Khalid Tinasti, Member of the UN Independent Review Panel on the International Drug Control System focused on drug policy, as drug offences are the 'largest driver of pre-trial detention globally'. Drug offences constitute a large share of people's interactions with criminal justice systems, but there is a distinct imbalance between those arrested for such offences and those convicted, as those not convicted often spend excessive periods in pre-trial detention. 

Following previous panellists, he argued the use of pre-trial detention for drug offences heavily impacts women, and echoed the sentiment that women are often detained for low-level offending, in circumstances of marginalisation and disadvantage. He further raised the use of compulsory pre-trial drug treatment in several jurisdictions, predominantly in East and Southeast Asia, as an overlooked issue. Such treatment centres utilise detention alongside conditions in breach of human rights standards, and have thus been called to close and be replaced with voluntary, evidence-based treatment.
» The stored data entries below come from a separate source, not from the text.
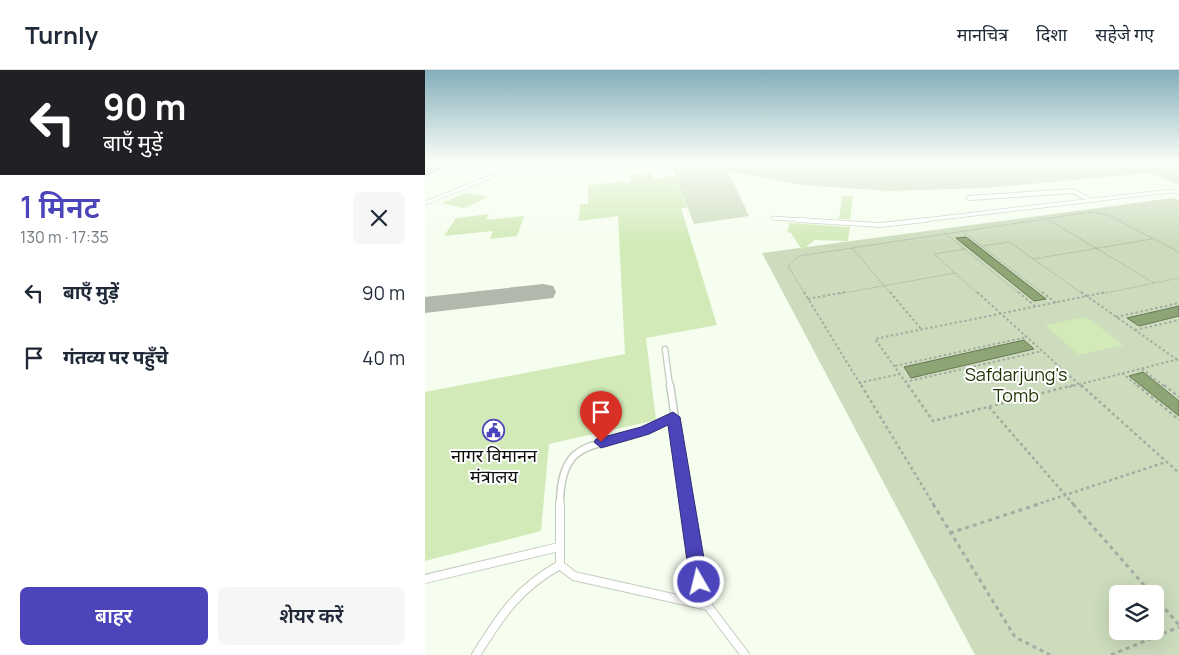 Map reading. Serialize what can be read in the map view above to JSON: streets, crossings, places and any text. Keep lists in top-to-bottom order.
{
  "parks": ["Safdarjung's Tomb"],
  "places": {
    "public building": ["नागर विमानन मंत्रालय"]
  },
  "page": {
    "header": "Turnly",
    "nav": ["मानचित्र", "दिशा", "सहेजे गए"],
    "turn": ["90 m", "बाएँ मुड़ें"],
    "heading": ["1 मिनट", "130 m · 17:35"],
    "list": [
      {
        "name": "बाएँ मुड़ें",
        "value": "90 m"
      },
      {
        "name": "गंतव्य पर पहुँचे",
        "value": "40 m"
      }
    ],
    "buttons": ["बाहर", "शेयर करें"]
  }
}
Regardless, he argued that as long these facilities remain in use, they are a necessary part of pre-trial detention discussions.
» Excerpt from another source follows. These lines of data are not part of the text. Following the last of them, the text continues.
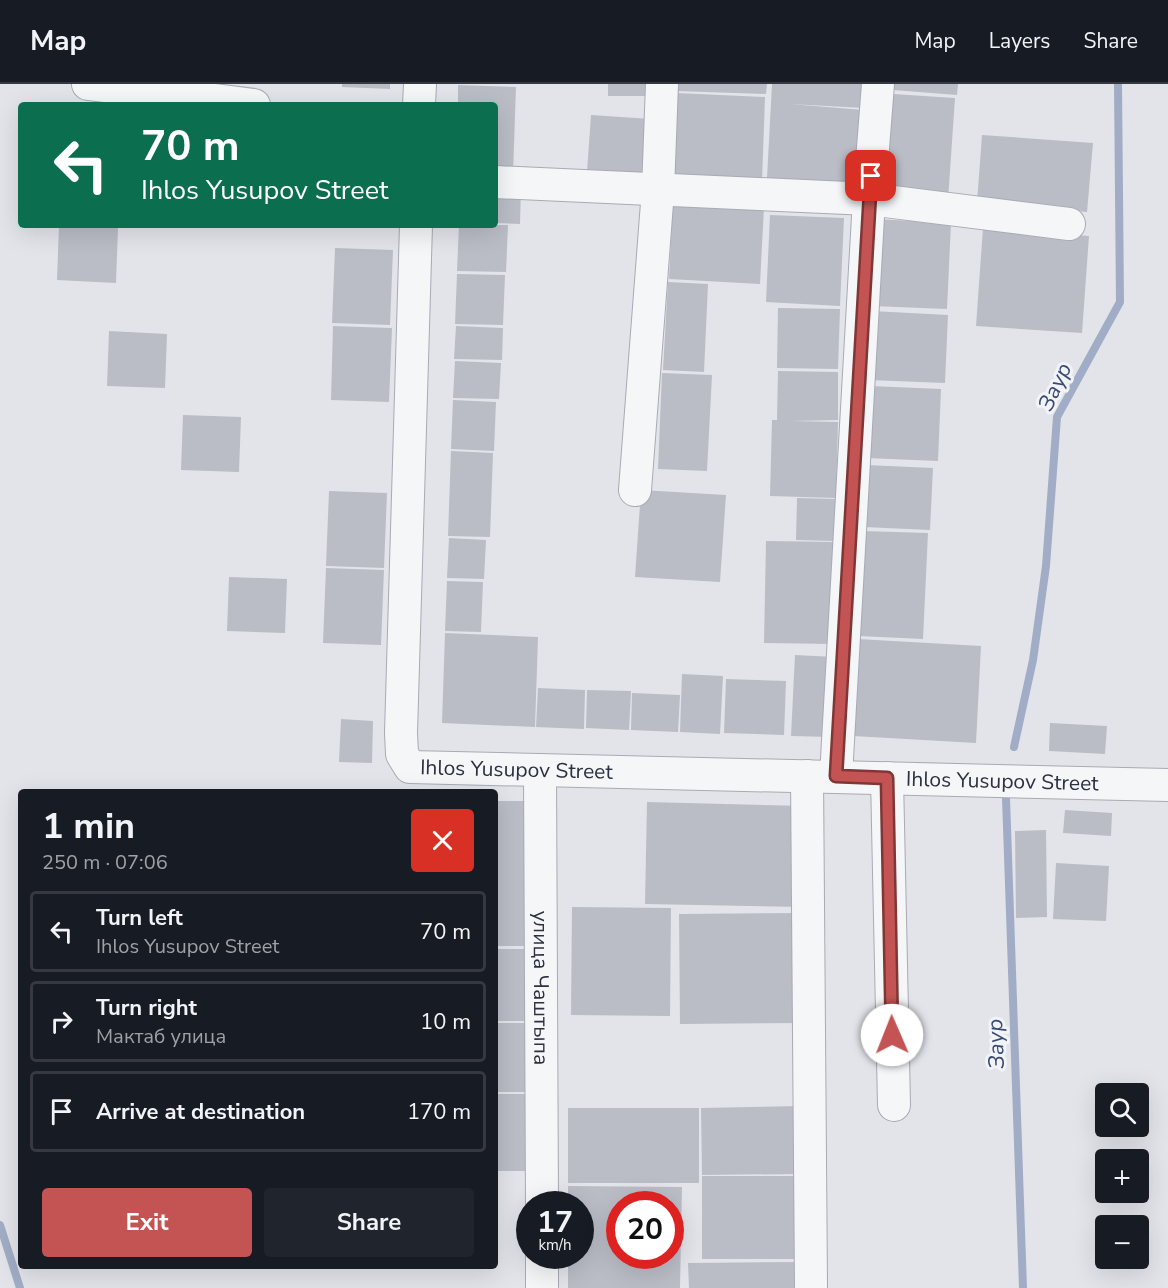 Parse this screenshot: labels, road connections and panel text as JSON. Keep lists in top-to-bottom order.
{
  "streets": {
    "street": ["Ihlos Yusupov Street", "улица Чаштыпа"]
  },
  "crossings": [
    ["Ihlos Yusupov Street", "улица Чаштыпа"]
  ],
  "water": ["Заур"],
  "page": {
    "header": "Map",
    "nav": ["Map", "Layers", "Share"],
    "turn": ["70 m", "Ihlos Yusupov Street"],
    "heading": ["1 min", "250 m · 07:06"],
    "list": [
      {
        "name": "Turn left",
        "note": "Ihlos Yusupov Street",
        "value": "70 m"
      },
      {
        "name": "Turn right",
        "note": "Мактаб улица",
        "value": "10 m"
      },
      {
        "name": "Arrive at destination",
        "value": "170 m"
      }
    ],
    "map_buttons": ["+", "−"],
    "buttons": ["Exit", "Share"],
    "speed": "17 km/h",
    "limit": "20"
  }
}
In closing Gustavo Gallón Giraldo, Permanent Representative of Colombia to the UN offices in Geneva described alternatives to pre-trial detention as requiring states to make 'a shift in perspective', and advocated more close adherence to human rights standards such as the Mandela Rules and the Bangkok Rules to ensure the myriad issues outlined by the panellists were sufficiently addressed. 
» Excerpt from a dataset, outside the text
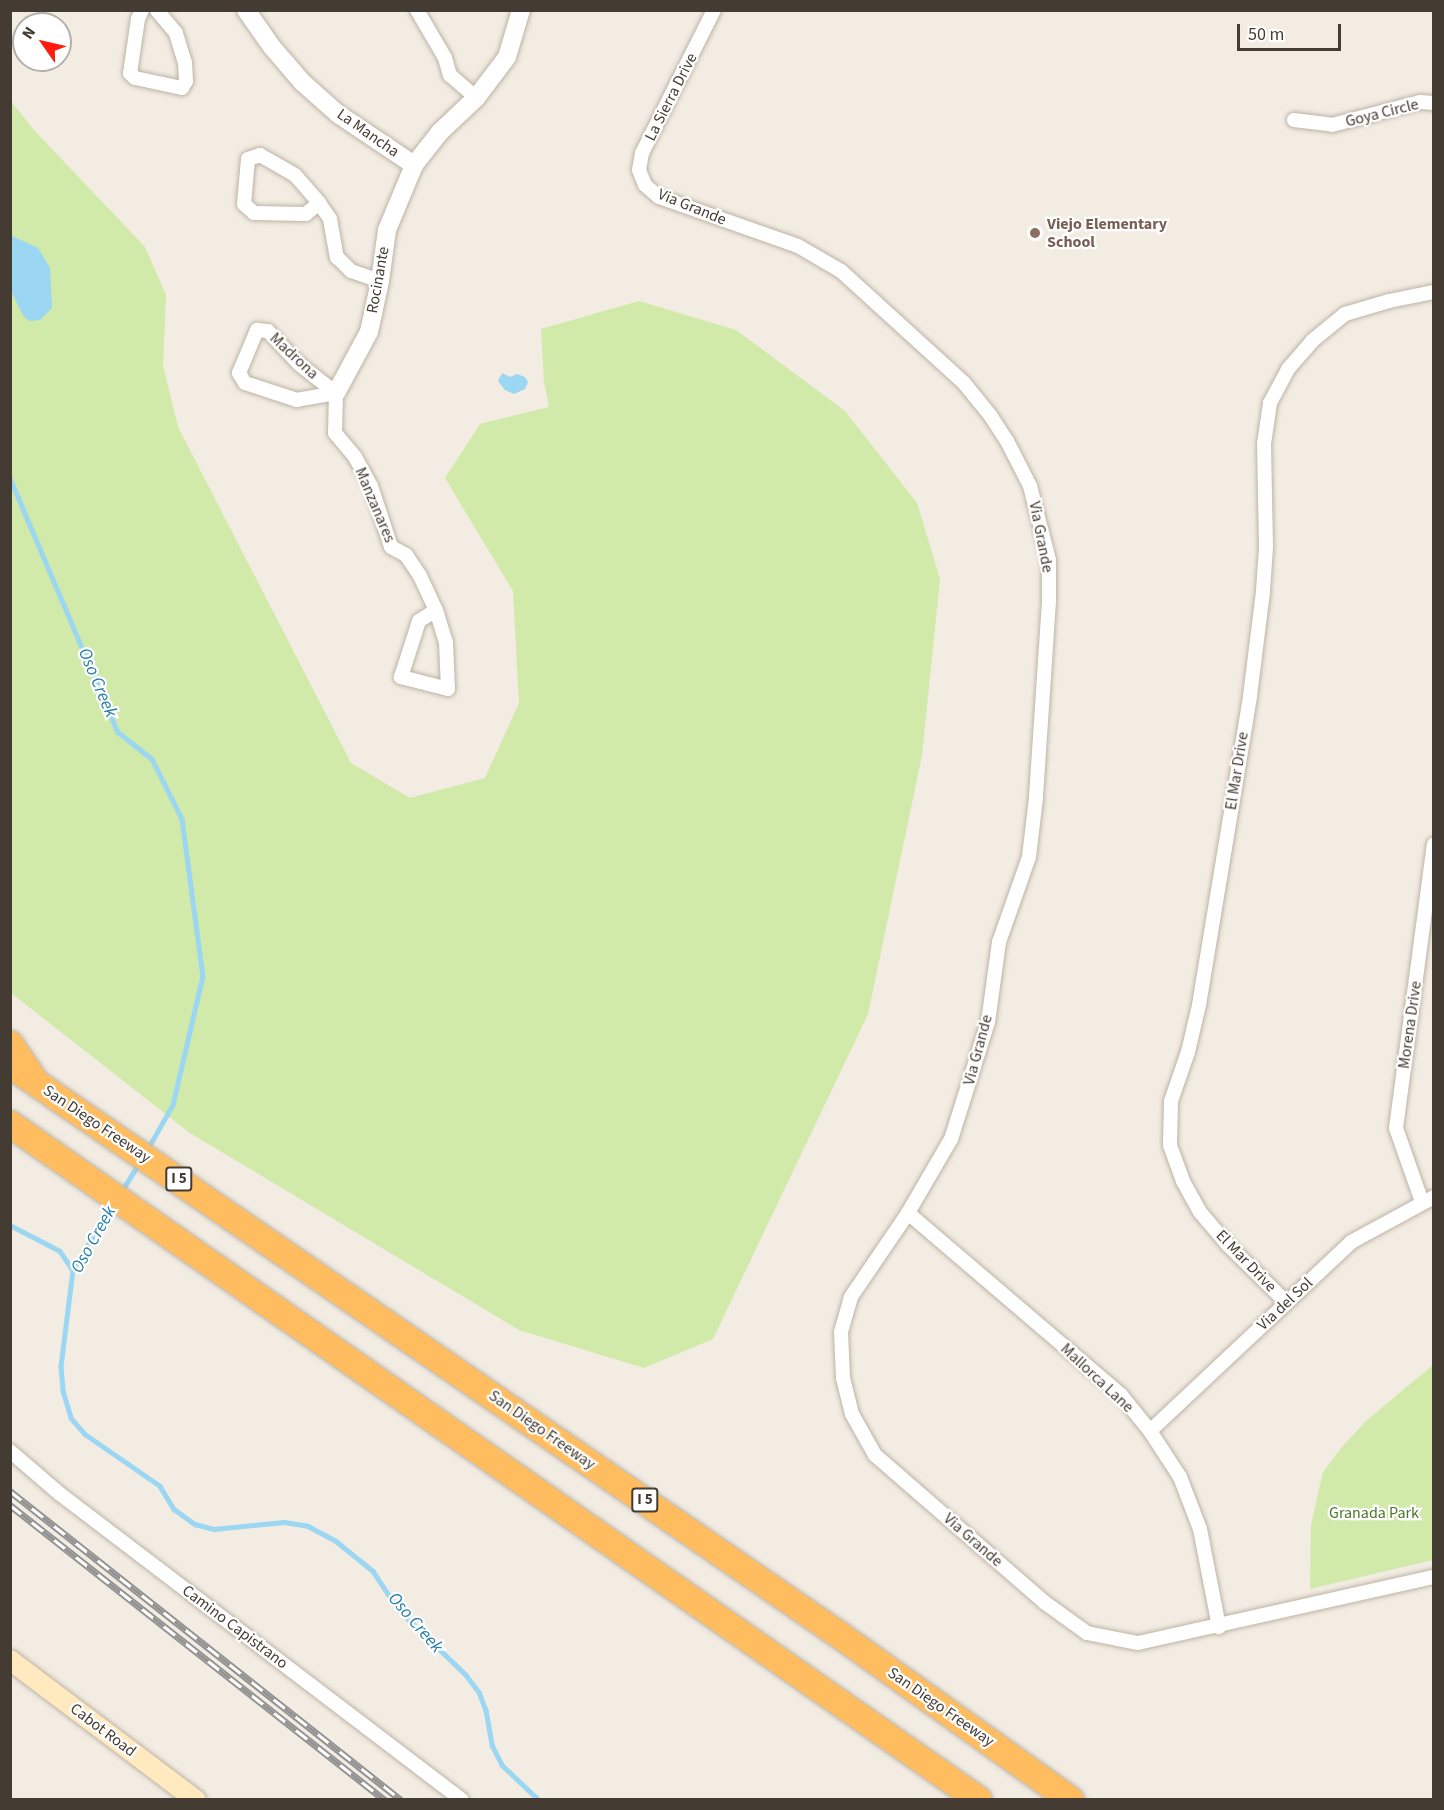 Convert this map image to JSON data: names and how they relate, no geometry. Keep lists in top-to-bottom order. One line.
{"streets":{"highway":["San Diego Freeway","I 5"],"main road":["Cabot Road"],"street":["La Sierra Drive","Goya Circle","La Mancha","Via Grande","Rocinante","Madrona","Manzanares","El Mar Drive","Morena Drive","Via del Sol","Mallorca Lane","Camino Capistrano"]},"crossings":[["La Sierra Drive","Via Grande"],["La Mancha","Rocinante"],["Via Grande","Mallorca Lane"],["Rocinante","Madrona"],["Rocinante","Manzanares"],["Madrona","Manzanares"],["El Mar Drive","Via del Sol"],["Morena Drive","Via del Sol"],["Via del Sol","Mallorca Lane"]],"water":["Oso Creek"],"parks":["Granada Park"],"places":["Viejo Elementary School"],"scale_bar":"50 m","north":"top left"}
The side event demonstrated the presence of significant overlap in prospective outcomes in the global use of pre-trial detention, with speakers and panellists aligning in recommending legislative reform, investment in infrastructure for community supervision and legal aid and for particular attention to be paid to vulnerable, marginalised groups in pre-trial detention. In conjunction with ICPR’s continued research and reporting on the use of pre-trial detention and paths to alternatives, the side event indicated a way forward to reducing the overuse of pre-trial detention, while also reinforcing the immediacy of this issue.